Alleged misconduct is a common reason for dismissing an employee and it is also one of the potentially fair reasons for dismissal under the Employment Rights Act 1996. It could be either due to a single serious act of misconduct or a series of less serious acts over a period of time.
In order to justify that dismissal on grounds of misconduct was fair, the law requires that the employer:
- Conducts a reasonable investigation
- Follows a fair disciplinary procedure
- Has genuine belief the employee was guilty; and
- Shows that dismissal was a decision that a reasonable employer would have taken in the circumstances
The requirements of proof are not as stringent as in criminal law and an employer is not expected to prove beyond reasonable doubt that the alleged misconduct had definitely occurred. A decision on the balance of probabilities will be sufficient and a dismissal can be fair if the employer can show that it had met the above criteria, namely conducting a reasonable investigation, following a fair procedure and holding a genuine belief that the employee was guilty. Finally, it must show that dismissal was an outcome, which a reasonable employer would have taken in the circumstances.

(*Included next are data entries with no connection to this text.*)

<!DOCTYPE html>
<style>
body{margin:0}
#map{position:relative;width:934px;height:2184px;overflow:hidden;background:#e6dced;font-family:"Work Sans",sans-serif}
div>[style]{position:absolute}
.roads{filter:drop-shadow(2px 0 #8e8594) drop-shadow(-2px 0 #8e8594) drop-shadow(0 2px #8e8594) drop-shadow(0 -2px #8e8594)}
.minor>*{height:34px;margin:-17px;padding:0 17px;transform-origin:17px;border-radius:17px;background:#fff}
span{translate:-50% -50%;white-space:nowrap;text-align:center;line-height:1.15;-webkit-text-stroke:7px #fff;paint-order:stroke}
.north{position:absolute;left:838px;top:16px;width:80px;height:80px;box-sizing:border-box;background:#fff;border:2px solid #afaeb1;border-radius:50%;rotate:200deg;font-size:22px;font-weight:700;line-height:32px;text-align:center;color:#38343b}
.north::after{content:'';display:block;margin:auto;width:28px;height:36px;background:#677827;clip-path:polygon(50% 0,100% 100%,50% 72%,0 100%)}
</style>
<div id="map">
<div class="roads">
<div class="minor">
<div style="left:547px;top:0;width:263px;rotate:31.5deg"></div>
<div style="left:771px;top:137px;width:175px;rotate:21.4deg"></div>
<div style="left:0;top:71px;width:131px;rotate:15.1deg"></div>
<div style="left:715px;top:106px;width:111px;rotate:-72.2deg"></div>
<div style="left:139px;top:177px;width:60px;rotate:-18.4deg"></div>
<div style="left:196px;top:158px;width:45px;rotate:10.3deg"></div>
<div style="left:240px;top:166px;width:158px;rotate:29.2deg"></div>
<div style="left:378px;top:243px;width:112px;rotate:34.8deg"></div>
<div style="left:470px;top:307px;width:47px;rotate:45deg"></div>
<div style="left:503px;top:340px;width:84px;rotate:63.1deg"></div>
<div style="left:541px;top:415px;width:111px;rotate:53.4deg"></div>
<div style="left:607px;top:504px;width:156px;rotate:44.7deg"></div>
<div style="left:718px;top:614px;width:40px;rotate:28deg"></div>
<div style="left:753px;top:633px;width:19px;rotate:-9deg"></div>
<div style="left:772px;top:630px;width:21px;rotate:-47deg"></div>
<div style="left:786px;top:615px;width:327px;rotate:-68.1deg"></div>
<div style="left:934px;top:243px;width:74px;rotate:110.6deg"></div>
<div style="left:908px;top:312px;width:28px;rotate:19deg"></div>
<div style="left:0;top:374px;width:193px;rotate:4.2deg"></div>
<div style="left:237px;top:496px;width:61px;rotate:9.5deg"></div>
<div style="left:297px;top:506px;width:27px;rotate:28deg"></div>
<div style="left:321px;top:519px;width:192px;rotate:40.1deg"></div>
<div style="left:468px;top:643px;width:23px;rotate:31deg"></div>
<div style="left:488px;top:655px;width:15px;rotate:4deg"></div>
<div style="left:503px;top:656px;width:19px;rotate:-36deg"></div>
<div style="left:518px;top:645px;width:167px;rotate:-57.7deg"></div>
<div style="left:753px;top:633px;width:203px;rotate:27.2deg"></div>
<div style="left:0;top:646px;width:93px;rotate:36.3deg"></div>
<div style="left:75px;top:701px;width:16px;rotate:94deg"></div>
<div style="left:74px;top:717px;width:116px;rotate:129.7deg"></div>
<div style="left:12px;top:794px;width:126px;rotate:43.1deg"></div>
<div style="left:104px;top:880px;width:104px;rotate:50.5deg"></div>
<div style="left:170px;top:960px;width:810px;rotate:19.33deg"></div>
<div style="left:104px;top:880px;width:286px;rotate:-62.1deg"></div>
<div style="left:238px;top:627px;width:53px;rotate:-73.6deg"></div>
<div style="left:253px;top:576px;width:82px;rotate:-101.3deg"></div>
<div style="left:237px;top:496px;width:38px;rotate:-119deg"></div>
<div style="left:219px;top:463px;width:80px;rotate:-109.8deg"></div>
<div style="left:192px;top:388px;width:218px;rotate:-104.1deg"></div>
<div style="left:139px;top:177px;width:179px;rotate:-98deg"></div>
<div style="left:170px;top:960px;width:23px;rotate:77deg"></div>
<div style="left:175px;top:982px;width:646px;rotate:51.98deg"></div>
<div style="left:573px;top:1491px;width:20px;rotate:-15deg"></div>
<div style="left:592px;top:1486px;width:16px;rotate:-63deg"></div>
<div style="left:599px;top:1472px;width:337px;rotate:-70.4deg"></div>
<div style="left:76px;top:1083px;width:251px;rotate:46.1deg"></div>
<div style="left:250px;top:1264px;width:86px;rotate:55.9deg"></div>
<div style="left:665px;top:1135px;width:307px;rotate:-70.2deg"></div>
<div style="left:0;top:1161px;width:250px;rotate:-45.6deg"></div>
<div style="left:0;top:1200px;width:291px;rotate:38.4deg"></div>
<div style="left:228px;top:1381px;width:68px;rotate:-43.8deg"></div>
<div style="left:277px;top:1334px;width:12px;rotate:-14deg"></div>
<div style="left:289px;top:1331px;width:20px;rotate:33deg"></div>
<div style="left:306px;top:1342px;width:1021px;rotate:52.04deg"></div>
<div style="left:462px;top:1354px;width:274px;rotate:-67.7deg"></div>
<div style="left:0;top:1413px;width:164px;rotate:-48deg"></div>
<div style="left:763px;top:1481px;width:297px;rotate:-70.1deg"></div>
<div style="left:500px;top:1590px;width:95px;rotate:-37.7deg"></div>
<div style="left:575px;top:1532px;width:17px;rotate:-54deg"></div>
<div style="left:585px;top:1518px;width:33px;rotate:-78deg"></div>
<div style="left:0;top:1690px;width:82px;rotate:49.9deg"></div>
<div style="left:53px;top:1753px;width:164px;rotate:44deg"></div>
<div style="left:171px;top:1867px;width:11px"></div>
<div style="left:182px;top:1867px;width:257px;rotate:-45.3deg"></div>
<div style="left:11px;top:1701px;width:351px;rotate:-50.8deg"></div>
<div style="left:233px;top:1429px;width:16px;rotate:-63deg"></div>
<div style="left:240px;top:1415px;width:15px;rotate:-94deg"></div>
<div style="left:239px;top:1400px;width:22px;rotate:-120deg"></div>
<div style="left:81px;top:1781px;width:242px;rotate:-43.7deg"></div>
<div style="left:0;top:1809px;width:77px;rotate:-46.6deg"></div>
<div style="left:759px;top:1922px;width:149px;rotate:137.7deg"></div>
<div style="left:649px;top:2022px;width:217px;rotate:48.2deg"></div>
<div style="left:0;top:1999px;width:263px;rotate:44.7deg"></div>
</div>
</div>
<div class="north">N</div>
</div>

Only if there is evidence that the employer has not followed a fair procedure as outlined above, the outcome can be formally appealed with the employer. After that, a claim for unfair dismissal can potentially be made in the Employment Tribunal but only if it is clear that a fair procedure has not been followed.
If you are convinced they are looking to dismiss, you could indeed try and negotiate with them over a mutually agreeable exit, to at least prevent a dismissal being on your record.
I hope this clarifies things for you a little bit more.